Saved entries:
▽
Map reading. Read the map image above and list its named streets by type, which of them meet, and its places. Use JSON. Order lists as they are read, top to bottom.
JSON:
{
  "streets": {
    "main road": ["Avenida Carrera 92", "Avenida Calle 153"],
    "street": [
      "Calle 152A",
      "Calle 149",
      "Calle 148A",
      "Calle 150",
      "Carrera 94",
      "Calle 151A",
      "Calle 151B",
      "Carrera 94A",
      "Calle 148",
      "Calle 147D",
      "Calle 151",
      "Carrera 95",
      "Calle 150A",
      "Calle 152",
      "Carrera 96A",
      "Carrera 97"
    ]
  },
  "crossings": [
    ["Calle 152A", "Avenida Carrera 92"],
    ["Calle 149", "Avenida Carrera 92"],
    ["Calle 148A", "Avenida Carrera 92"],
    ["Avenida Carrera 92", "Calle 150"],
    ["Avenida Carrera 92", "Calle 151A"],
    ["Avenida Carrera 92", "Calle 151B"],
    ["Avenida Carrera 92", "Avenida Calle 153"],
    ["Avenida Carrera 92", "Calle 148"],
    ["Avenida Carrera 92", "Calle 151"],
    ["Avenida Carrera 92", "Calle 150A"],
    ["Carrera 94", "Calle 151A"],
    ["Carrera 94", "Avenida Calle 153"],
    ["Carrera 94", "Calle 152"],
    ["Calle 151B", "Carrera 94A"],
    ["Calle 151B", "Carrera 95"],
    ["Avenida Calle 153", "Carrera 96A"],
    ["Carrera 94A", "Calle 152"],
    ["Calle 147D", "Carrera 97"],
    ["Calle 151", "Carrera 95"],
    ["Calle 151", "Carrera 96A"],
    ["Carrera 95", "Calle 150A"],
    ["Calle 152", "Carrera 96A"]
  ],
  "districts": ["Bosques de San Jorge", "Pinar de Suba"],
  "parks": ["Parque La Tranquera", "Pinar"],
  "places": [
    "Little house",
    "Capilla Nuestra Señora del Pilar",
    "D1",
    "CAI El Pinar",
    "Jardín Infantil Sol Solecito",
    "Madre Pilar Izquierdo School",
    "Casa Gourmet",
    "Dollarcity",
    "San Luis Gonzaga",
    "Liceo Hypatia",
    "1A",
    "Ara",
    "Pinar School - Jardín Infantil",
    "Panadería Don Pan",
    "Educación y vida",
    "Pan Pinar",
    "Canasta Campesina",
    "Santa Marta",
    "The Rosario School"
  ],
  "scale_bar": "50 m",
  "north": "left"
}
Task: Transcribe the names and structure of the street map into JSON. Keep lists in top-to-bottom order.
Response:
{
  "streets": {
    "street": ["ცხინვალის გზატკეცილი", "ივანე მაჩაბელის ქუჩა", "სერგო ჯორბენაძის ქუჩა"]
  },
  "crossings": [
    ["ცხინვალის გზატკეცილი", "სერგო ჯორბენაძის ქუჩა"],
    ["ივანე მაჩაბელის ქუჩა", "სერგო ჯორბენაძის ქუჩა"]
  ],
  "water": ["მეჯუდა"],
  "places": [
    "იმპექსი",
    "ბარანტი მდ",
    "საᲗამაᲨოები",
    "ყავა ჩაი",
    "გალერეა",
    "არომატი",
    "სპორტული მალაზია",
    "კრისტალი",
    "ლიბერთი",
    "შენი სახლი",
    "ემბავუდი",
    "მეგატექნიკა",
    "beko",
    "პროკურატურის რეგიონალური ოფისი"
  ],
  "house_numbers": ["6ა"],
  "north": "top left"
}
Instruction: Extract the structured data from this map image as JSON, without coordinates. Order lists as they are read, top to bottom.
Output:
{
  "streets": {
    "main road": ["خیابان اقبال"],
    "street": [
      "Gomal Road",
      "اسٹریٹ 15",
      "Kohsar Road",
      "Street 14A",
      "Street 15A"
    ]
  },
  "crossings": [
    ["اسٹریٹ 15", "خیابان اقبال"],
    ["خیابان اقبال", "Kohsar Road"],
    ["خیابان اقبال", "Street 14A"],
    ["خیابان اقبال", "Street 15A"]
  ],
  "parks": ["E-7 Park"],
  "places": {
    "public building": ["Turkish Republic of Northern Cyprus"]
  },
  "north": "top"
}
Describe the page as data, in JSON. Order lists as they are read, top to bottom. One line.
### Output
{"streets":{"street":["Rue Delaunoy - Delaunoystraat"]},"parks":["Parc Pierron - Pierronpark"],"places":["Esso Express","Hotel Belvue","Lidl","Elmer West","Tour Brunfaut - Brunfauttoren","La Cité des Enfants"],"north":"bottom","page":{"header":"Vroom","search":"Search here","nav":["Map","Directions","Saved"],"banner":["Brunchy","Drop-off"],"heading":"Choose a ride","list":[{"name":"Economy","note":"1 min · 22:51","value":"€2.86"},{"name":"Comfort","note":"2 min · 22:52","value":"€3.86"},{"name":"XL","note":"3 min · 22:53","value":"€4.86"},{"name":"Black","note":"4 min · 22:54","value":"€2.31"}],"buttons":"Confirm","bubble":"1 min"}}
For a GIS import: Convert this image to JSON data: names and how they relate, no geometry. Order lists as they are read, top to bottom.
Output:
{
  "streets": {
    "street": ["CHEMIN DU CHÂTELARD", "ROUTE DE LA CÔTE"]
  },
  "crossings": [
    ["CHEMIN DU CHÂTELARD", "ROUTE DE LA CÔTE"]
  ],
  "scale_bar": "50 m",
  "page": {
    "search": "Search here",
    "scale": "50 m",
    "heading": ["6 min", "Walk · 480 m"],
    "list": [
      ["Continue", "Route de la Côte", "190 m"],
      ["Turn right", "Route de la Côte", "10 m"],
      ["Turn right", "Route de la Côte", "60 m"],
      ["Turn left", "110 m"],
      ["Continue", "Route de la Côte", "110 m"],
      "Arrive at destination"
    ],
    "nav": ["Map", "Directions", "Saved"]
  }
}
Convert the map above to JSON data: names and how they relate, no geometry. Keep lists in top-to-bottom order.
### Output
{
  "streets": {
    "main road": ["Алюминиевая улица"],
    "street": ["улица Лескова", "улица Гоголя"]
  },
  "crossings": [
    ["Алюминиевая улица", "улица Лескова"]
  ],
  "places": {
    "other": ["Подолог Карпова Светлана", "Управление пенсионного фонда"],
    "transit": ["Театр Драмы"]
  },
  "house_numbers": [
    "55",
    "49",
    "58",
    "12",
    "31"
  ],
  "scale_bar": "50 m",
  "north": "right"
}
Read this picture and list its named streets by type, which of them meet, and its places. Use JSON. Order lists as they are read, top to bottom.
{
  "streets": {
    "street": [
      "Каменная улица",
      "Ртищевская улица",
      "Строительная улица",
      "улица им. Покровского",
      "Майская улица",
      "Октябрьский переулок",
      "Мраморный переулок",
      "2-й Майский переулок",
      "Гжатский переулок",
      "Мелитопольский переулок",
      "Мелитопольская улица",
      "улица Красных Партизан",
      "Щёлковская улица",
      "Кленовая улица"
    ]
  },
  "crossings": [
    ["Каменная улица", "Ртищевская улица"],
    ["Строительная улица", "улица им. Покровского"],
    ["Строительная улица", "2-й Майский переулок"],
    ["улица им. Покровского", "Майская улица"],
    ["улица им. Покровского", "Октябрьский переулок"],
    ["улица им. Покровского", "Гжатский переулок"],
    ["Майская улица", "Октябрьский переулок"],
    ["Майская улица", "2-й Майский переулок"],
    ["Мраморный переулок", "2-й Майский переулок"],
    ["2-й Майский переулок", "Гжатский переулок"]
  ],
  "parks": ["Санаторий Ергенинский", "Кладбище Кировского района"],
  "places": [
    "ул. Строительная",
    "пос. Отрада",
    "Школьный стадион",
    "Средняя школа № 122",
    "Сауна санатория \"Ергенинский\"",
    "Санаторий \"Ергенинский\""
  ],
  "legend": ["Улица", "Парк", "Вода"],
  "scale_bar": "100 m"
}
△
= Aim of the task =
For each line above that carries the word "ცხინვალის", copy it out.

= Problem solution =
    "street": ["ცხინვალის გზატკეცილი", "ივანე მაჩაბელის ქუჩა", "სერგო ჯორბენაძის ქუჩა"]
    ["ცხინვალის გზატკეცილი", "სერგო ჯორბენაძის ქუჩა"],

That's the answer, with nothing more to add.